Task details
Please find every line in the entries below that contains the string "lane", and copy it.

Information provided
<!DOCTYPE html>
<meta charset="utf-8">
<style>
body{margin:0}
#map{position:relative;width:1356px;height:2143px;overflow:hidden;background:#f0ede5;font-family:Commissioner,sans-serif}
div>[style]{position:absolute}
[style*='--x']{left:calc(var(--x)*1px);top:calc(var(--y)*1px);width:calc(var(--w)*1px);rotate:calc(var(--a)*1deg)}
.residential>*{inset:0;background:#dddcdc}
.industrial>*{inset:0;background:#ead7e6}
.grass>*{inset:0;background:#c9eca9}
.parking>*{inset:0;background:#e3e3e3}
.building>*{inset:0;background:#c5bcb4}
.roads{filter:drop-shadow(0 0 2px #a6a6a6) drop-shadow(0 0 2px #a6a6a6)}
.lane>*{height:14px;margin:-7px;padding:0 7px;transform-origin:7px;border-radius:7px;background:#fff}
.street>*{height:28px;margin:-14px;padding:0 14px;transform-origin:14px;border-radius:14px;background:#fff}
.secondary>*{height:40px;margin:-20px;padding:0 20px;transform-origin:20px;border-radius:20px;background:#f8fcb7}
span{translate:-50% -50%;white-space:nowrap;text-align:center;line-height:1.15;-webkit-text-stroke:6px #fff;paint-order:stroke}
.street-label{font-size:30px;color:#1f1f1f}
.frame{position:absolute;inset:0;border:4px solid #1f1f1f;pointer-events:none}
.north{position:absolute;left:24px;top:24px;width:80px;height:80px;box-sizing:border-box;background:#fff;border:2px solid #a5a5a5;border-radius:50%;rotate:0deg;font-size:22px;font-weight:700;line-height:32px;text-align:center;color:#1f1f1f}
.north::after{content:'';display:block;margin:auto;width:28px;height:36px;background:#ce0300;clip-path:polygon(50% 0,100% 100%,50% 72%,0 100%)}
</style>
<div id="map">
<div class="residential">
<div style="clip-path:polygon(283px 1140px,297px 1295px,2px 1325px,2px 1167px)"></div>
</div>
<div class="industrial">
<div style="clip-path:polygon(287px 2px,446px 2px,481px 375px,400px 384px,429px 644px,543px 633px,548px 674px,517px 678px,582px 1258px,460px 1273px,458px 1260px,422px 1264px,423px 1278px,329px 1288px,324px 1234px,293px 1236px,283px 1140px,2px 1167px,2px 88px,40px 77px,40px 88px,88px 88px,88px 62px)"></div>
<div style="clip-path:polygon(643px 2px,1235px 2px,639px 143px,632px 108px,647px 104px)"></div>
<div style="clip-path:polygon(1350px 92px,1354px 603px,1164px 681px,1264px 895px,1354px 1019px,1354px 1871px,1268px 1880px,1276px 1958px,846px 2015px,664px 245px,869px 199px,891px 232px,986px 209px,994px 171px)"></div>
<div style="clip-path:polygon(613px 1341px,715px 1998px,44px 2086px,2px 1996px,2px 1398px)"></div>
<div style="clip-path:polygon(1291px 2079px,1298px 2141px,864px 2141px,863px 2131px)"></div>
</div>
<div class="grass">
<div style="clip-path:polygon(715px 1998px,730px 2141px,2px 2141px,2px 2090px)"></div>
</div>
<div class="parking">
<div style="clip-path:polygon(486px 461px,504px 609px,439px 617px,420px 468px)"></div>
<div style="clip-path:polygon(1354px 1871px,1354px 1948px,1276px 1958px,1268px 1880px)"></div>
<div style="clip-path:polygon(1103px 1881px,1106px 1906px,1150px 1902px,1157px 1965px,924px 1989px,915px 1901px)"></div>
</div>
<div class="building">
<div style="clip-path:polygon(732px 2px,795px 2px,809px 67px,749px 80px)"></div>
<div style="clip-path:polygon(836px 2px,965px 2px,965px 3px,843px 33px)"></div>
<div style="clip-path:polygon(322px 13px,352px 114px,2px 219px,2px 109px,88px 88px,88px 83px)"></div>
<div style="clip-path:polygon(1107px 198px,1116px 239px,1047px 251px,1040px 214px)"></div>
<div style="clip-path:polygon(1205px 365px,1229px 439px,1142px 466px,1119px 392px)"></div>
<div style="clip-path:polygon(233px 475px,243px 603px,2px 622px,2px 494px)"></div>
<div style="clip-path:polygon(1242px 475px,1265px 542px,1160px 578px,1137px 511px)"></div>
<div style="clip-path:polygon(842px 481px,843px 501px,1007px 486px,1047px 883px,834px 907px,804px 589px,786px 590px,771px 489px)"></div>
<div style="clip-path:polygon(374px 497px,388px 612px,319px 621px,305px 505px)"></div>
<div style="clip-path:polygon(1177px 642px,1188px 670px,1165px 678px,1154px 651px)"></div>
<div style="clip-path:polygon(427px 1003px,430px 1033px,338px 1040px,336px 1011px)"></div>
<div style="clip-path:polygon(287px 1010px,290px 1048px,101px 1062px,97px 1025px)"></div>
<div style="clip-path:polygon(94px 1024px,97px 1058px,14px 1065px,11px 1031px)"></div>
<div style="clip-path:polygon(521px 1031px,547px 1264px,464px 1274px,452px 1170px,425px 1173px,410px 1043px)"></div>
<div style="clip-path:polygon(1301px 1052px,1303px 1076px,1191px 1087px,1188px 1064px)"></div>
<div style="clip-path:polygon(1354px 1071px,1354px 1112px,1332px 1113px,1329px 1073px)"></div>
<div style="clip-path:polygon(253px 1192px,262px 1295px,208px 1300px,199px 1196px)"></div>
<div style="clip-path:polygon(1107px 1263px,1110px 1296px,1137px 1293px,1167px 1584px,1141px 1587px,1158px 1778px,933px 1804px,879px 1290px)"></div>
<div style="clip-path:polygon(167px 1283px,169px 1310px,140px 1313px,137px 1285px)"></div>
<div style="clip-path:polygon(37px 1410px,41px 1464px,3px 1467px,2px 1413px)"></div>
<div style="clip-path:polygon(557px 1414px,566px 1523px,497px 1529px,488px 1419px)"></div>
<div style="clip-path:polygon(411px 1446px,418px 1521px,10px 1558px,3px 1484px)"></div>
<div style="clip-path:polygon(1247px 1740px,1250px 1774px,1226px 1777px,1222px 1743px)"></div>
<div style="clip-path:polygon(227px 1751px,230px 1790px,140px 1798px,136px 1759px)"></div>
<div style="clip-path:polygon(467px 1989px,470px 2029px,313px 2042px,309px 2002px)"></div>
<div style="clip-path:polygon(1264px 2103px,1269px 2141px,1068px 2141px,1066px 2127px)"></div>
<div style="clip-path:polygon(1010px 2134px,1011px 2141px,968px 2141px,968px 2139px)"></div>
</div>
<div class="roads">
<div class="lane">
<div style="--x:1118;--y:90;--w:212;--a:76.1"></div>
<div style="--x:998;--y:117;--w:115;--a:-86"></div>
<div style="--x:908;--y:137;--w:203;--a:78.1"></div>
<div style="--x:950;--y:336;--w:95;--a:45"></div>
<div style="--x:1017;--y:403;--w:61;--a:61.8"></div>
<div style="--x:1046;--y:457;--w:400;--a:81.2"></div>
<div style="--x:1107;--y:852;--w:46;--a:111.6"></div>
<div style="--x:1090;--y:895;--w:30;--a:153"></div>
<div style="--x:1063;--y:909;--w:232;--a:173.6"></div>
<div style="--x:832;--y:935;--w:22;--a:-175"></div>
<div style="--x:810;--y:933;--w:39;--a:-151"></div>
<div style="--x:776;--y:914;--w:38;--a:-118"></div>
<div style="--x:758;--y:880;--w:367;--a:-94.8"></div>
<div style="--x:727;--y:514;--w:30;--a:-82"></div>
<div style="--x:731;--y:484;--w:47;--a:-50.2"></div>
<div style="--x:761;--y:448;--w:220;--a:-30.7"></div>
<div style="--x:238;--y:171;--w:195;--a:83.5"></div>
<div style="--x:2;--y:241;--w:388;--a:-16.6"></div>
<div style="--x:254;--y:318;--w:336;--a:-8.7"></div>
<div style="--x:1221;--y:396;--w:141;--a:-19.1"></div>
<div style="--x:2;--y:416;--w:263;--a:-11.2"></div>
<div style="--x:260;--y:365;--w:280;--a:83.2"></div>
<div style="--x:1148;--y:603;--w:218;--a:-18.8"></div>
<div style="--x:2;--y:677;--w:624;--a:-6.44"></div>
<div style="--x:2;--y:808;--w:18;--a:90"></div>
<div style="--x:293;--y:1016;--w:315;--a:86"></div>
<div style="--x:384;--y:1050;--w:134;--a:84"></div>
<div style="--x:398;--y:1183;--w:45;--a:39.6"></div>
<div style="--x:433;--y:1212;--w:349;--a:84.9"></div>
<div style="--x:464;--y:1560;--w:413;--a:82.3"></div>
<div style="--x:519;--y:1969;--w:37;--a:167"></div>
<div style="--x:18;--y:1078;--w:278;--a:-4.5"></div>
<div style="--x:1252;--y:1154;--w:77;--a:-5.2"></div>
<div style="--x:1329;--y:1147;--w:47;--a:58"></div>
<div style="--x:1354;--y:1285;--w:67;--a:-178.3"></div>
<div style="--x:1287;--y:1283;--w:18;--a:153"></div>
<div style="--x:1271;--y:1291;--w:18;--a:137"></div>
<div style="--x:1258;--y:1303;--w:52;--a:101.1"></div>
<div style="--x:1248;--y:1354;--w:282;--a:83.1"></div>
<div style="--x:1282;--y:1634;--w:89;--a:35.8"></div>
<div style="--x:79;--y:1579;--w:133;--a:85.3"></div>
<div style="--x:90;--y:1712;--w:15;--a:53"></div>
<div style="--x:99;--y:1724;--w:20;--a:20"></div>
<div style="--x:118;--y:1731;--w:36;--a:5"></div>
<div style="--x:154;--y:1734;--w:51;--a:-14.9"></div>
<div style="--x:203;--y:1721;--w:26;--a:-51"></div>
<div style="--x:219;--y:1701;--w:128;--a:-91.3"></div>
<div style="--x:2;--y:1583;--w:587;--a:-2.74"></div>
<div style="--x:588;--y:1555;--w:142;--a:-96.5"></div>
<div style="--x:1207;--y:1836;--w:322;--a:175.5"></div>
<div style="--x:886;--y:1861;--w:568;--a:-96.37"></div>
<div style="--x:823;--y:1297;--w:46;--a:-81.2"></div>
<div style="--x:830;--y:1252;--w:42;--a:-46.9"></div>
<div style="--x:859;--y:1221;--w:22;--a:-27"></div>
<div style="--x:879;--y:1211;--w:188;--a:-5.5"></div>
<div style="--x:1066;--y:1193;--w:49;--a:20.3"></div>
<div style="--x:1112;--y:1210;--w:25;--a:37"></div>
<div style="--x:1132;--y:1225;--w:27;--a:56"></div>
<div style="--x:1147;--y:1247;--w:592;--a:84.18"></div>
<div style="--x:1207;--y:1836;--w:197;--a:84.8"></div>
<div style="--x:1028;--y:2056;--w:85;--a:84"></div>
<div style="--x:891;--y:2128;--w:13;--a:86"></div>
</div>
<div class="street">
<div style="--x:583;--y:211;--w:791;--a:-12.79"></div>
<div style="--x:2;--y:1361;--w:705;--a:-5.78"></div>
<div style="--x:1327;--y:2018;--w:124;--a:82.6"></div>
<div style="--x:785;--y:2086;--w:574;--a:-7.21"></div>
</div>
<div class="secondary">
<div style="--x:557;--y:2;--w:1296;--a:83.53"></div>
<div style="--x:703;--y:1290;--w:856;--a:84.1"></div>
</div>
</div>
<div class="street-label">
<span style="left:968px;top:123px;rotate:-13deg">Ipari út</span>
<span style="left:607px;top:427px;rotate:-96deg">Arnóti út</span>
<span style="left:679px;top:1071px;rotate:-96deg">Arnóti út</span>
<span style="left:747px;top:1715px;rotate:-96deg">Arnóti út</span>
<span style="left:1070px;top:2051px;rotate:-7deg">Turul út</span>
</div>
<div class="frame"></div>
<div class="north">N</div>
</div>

Written reply
.lane>*{height:14px;margin:-7px;padding:0 7px;transform-origin:7px;border-radius:7px;background:#fff}
<div class="lane">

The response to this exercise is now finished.